VK3IL’s 3m circumference LDF4-50B loop on 40m

David, VK3IL, describes a small transmitting loop (STL) at Portable magnetic loop antenna.

As far as I can glean from the article, it is made from a 3m length of LDF4-50B Heliax, and uses a Patterson match to tune it.

Clip 150David offered measurement of VSWR around centre frequency for the loop matched on 40m. He has measured the VSWR=2.6 (the half power) bandwidth shown between markers 2 and 3 to be 22kHz.

The loop is shown near ground and this introduces some ground loss resistance and modifies free space radiation resistance somewhat. Nevertheless, lets consider a model that assumes free space radiation resistance.

Screenshot - 09_06_2015 , 09_54_32

Above is a free space model using Reg Edward’s RJELOOP1. This model includes loop conductor resistance, but ignores ground resistance (due to the modelled height).

Screenshot - 09_06_2015 , 09_23_00

Above is a free space model of the loop from Calculate small transmitting loop gain from bandwidth measurement. Conductor is taken to be 11mm diameter to give the best estimate of inductance.
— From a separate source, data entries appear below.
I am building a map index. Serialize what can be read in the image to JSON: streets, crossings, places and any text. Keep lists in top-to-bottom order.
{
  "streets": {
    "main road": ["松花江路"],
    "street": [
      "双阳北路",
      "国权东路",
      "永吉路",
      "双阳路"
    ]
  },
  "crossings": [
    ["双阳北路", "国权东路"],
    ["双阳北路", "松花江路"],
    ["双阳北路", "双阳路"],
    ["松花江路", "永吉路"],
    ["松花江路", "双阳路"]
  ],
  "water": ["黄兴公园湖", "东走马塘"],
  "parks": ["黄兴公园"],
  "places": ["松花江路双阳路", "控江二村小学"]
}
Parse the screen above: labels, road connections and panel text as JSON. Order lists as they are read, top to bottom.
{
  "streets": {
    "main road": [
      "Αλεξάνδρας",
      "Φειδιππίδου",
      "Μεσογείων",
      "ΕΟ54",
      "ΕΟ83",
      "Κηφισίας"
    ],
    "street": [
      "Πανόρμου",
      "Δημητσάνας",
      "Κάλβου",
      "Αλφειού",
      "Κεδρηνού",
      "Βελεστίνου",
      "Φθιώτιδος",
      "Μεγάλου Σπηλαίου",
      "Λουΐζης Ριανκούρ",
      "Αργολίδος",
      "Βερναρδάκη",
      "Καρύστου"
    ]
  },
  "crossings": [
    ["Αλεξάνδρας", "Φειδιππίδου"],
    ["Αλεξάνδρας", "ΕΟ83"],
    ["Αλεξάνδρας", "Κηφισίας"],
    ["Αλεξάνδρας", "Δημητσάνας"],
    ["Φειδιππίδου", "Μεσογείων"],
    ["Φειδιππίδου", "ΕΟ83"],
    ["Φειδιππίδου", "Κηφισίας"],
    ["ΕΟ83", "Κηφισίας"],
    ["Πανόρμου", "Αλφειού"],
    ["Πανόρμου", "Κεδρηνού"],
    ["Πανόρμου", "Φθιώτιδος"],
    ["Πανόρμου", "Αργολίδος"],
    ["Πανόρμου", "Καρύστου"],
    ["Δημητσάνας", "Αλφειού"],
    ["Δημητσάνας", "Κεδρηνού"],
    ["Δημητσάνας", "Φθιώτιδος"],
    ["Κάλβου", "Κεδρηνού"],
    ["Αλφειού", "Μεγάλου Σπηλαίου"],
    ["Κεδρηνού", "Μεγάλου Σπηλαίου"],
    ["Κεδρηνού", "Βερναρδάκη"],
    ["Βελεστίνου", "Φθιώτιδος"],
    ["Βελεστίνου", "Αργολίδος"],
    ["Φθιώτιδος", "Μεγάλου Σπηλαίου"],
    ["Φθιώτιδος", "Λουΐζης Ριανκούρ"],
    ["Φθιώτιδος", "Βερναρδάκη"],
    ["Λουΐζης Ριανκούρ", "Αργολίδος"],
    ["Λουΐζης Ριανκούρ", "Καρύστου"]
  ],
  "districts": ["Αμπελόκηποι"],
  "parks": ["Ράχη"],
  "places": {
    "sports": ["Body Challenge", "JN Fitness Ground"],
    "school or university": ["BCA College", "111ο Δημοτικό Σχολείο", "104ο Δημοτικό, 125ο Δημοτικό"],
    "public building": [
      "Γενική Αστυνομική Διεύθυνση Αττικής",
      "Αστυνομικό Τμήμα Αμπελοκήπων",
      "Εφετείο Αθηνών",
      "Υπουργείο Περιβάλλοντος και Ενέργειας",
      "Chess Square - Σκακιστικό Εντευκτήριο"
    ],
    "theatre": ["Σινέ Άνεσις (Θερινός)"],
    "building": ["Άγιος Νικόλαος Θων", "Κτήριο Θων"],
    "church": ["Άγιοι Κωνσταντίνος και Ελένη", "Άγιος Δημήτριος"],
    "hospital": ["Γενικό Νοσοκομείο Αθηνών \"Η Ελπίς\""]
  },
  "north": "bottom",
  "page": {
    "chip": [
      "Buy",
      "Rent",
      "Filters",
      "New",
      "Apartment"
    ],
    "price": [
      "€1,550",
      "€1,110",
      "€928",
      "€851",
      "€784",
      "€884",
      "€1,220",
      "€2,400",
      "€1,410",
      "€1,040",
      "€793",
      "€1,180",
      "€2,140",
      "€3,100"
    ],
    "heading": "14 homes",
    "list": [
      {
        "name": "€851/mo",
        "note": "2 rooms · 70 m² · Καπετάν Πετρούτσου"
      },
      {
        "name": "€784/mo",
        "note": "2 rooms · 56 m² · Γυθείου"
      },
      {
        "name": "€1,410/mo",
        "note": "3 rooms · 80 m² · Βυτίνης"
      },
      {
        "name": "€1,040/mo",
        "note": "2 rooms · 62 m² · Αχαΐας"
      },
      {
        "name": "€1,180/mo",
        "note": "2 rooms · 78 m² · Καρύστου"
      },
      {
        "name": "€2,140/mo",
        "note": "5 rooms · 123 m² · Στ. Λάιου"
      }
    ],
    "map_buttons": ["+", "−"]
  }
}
The model uses a circular loop whereas VK3IL’s loop is a slightly deformed loop but it should have only a small impact on loop inductance.

Screenshot - 09_06_2015 , 09_05_56

Above is an equivalent circuit derived from the model based on David’s measurements.

Screenshot - 09_06_2015 , 09_06_03

Above is a simulation which validates the model, the main tuning cap value (333pF) was adjusted to match at 7.1MHz, the 33pF cap is from David’s description and inductance is from the model using David’s dimensions. (David states that the variable cap is 180pf, but it looks like the common 365pF and that is the spec his source specifies.)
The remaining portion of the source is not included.